Displayed alongside the impossibly elongated form of Le DS is another work which takes travel as a theme, yet arguably articulates it more clearly. Four Bicycles (There is Always One Direction) (1994) consists of bicycles dismantled and reassembled to form one large, incomprehensible machine, with each bicycle seeming to pull away from the whole. The work’s tangled structure speaks not only of a means of getting to a place, and the element of choice involved in travel when faced with limitless possibilities, it also produces an inherent stasis that accurately reflects the inertia experienced when an individual is overburdened with choice.
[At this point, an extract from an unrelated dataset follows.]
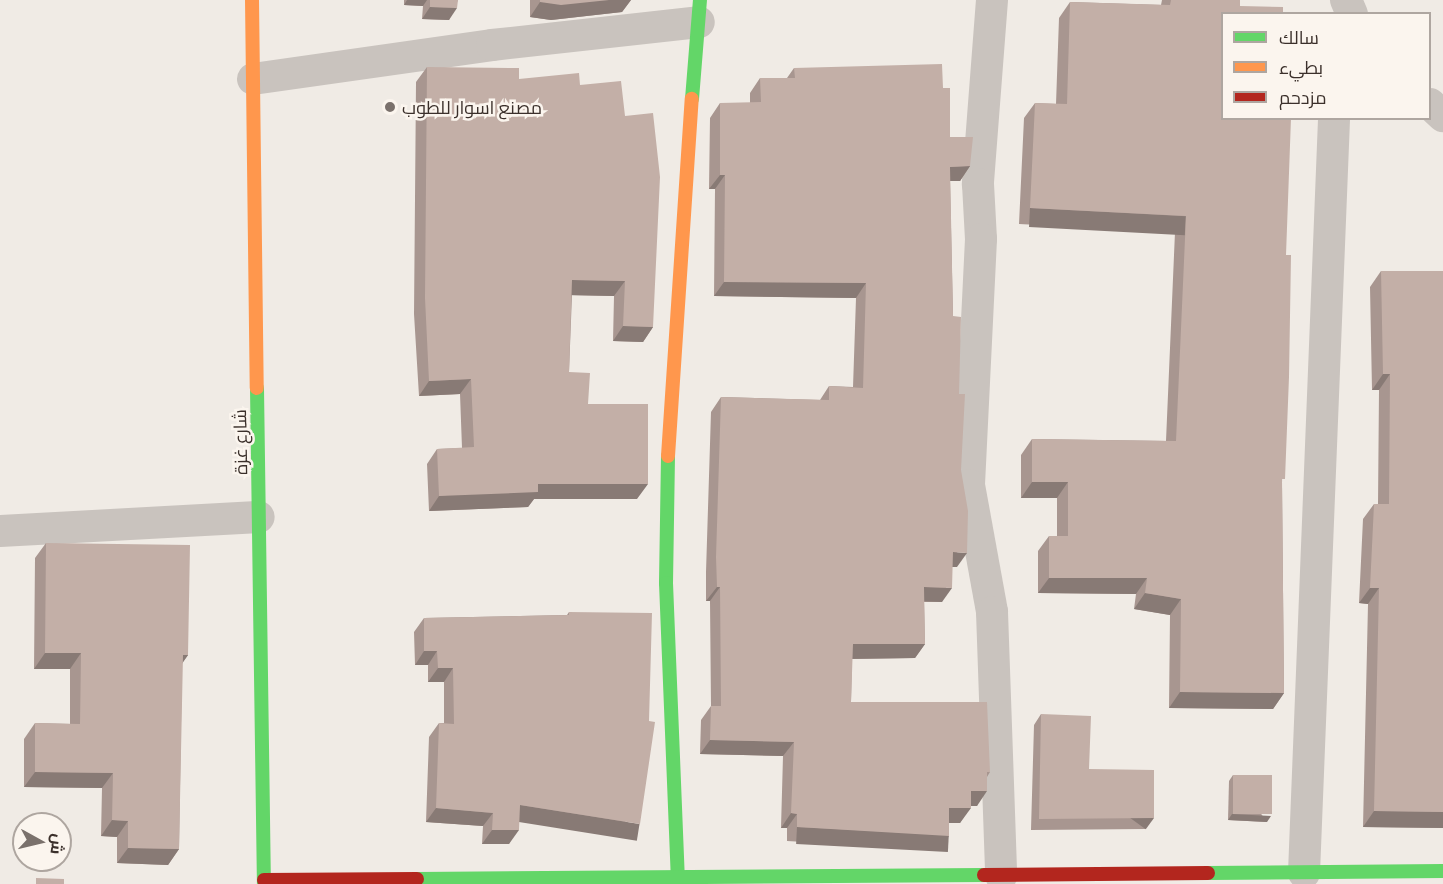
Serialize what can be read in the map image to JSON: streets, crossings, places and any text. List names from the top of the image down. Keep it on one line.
{"streets":{"street":["شارع غزة"]},"places":["مصنع اسوار للطوب"],"legend":["سالك","بطيء","مزدحم"],"north":"right"}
In such situations, and in Four Bicycles, the object of speed and movement is rendered useless by the subject’s lack of volition.
Orozco’s physical itinerancy is matched by an historical one that has seen him drawing on a wide range of influences in the history of 20th-century sculpture. Most notable among these are, on the one hand, that of Marcel Duchamp, who excavated from the found, manufactured object a form of wit that was dependent upon a thing’s physical shape as well as the situations in which it was placed; and on the other hand, the monumental seriousness of Minimalism, with its focus on materiality and visual power. In combination, these influences have driven Orozco to produce work that is at once humorous and high-impact, and which involves daily experience in the process of art-making without divorcing it from traditional forms of production:
“If the artist does not make, it means there is no process (no research) there is just production. And the artist’s brain dries out, because it is in the mistakes and accidents of the process that we get the ideas for the work to follow.”2
It is his conflation of process and production that lends Orozco’s work its peculiar quality: a graceful boldness that has allowed his art, despite its variety, to represent a new generation of object-making. The room devoted to Orozco’s Atomist series (1996) is an elegant demonstration of this: Atomists consists of sports photographs taken from popular newspapers and visually doctored by Orozco, who has added coloured circles and lines in gouache to emphasise the essential compositional framework of each scene. In the same room, The age of GO’s (2005) jet black circles and the stunningly detailed drawings in the series First Was the Spitting (1993) (so-called because they were inspired by the shapes formed by mouthfuls of toothpaste spat onto the paper) provide further evidence of Orozco’s fusion of abstraction with signification, a boundary which he believed barely existed.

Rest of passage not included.